All-cause, natural-cause and unnatural-cause mortality risk and mood stabilizers

As shown in Table 2, the incidence rate per 1000 person-years were 5.9 (95% CI: 4.5–7.6), 8.4 (7.4–9.5), 11.1 (8.3–14.9), 7.4 (6.0–9.2) and 12.0 (9.3–15.6) for all-cause mortality in lithium, valproate, olanzapine, quetiapine and risperidone exposure groups, respectively. PS-weighted Cox regression models indicated significantly elevated risk of all-cause mortality associated with olanzapine (HR: 2.07 [95% CI: 1.33–3.22]) and risperidone (1.66 [1.08–2.55]), relative to lithium.

Table 2. Mortality risk of mood-stabilizer exposure groups

Note: CI, confidence interval; HR, hazard ratio; SD, standard deviation.

a The model was propensity-score weighted with additional adjustment for concomitant/ sequential prescription of studied mood stabilizers other than the specified one.

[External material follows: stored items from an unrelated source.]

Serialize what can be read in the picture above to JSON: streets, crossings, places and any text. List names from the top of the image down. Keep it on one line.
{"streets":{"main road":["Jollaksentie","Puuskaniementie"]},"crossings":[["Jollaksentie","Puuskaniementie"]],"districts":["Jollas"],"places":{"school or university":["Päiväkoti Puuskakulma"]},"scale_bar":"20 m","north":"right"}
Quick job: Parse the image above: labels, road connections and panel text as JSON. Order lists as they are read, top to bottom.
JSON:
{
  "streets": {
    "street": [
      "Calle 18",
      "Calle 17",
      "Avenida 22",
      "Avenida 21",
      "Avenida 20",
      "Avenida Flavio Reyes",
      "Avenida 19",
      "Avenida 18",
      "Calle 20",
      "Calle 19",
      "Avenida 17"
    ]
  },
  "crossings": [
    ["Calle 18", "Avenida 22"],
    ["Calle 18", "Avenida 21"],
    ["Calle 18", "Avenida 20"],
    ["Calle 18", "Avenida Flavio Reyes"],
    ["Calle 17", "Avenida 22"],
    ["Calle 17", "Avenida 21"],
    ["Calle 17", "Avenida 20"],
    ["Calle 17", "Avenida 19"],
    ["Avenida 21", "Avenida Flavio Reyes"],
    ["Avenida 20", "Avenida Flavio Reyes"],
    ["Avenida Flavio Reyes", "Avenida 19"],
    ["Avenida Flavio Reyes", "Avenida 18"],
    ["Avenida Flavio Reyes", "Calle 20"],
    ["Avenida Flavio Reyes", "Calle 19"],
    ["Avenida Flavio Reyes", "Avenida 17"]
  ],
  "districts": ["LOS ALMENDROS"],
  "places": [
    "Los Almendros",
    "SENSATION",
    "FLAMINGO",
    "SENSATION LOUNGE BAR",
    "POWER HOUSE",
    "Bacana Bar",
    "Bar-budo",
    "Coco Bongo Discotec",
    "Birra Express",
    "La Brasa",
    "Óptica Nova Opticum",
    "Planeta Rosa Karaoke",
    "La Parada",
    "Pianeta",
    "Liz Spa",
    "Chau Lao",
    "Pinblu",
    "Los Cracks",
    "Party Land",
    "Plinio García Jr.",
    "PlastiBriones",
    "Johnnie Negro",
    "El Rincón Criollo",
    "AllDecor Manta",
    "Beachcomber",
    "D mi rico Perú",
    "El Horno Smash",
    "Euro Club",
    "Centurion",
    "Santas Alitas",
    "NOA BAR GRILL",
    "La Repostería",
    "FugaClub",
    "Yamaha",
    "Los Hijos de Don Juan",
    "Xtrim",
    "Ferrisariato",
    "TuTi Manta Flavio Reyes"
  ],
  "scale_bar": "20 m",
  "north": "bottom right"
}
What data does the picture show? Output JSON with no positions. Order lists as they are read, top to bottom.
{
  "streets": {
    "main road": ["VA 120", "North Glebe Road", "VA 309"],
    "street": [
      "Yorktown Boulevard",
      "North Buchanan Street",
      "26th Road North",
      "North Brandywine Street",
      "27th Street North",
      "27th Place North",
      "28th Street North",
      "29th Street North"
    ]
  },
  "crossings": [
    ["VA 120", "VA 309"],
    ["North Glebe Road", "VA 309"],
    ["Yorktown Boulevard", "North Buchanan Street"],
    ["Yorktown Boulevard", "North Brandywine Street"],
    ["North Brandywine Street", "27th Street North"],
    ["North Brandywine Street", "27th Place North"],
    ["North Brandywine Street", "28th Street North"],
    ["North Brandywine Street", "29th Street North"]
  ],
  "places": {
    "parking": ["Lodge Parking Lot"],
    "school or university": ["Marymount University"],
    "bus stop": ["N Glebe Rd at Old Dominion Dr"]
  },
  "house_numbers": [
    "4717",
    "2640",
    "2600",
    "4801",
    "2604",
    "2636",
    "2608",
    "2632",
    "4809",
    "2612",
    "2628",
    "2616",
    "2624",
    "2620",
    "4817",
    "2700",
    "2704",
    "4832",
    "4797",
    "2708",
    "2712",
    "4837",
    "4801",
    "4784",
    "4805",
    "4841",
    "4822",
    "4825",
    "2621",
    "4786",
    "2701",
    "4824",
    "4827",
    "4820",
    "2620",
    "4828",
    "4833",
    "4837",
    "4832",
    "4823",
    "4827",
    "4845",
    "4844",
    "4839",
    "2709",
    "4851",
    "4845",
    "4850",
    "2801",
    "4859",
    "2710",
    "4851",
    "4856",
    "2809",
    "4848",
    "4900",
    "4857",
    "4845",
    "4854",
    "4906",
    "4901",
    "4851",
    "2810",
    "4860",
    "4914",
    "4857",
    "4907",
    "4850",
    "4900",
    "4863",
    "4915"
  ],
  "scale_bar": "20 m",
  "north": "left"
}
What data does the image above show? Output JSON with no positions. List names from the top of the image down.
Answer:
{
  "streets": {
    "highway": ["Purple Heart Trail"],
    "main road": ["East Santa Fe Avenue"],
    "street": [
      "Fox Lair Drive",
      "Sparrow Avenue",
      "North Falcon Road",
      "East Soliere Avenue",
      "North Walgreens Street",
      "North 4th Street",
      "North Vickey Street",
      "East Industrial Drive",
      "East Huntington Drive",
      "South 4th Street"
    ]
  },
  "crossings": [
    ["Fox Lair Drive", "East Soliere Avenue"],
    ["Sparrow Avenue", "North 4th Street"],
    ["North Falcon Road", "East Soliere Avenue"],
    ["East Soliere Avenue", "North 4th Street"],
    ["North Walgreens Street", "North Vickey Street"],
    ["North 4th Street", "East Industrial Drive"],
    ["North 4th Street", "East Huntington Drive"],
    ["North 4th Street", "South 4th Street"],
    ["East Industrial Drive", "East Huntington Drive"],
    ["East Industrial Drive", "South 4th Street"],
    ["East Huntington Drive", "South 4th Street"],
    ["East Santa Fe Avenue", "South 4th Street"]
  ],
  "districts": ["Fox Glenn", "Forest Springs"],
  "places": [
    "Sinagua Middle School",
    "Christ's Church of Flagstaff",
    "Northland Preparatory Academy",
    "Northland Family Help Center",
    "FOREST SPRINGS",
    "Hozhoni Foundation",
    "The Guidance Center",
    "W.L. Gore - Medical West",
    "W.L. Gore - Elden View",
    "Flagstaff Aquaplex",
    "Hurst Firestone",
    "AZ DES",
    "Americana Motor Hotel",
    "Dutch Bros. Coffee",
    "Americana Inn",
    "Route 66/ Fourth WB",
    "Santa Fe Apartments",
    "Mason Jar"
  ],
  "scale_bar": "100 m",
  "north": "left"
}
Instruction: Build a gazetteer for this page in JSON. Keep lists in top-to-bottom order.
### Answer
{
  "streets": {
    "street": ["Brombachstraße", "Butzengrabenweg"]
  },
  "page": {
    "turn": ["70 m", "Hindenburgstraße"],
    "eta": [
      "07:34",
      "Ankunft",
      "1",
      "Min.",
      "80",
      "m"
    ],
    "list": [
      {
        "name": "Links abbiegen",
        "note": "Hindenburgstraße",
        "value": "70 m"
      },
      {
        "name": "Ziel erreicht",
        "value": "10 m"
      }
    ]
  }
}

For natural-cause mortality, the incidence rates per 1000 person-years were 2.2 (1.4–3.4), 4.7 (4.0–5.6), 6.0 (4.1–9.0), 4.1 (3.1–5.6) and 5.4 (3.6–8.0) in lithium, valproate, olanzapine, quetiapine and risperidone exposure groups, respectively. In particular, exposure to olanzapine was associated with a significantly higher rate of natural-cause mortality than lithium, with an adjusted HR of 3.04 (1.54–6.00). Regarding unnatural-cause mortality, the incidence rate in lithium, valproate, olanzapine, quetiapine and risperidone exposure groups were 1.5 (0.9–2.6), 1.8 (1.4–2.4), 2.6 (1.4–4.8), 1.6 (1.0–2.6) and 5.0 (3.3–7.5), respectively. The risperidone exposure group demonstrated a significantly increased risk of unnatural-cause mortality risk compared to the lithium group (HR: 3.33 [1.62–6.86]). Kaplan–Meier curves showing survival rates of five exposure groups are shown in Fig. 1. Findings of the additional analyses of cumulative exposure to studied mood stabilizers ≥90 days, ≥180 days, ≥365 days and ≥730 days (Supplementary Table S4) were consistent with those of the primary analyses. For the analyses restricting to patients with comparatively short duration of exposure to studied mood stabilizers, olanzapine remained significantly associated with increased risk of natural-cause mortality in exposure <180 days and <365 days (but not <90 days) relative to lithium. Association between risperidone and elevated unnatural-cause mortality risk was not observed compared to lithium in all of the three short exposure durations.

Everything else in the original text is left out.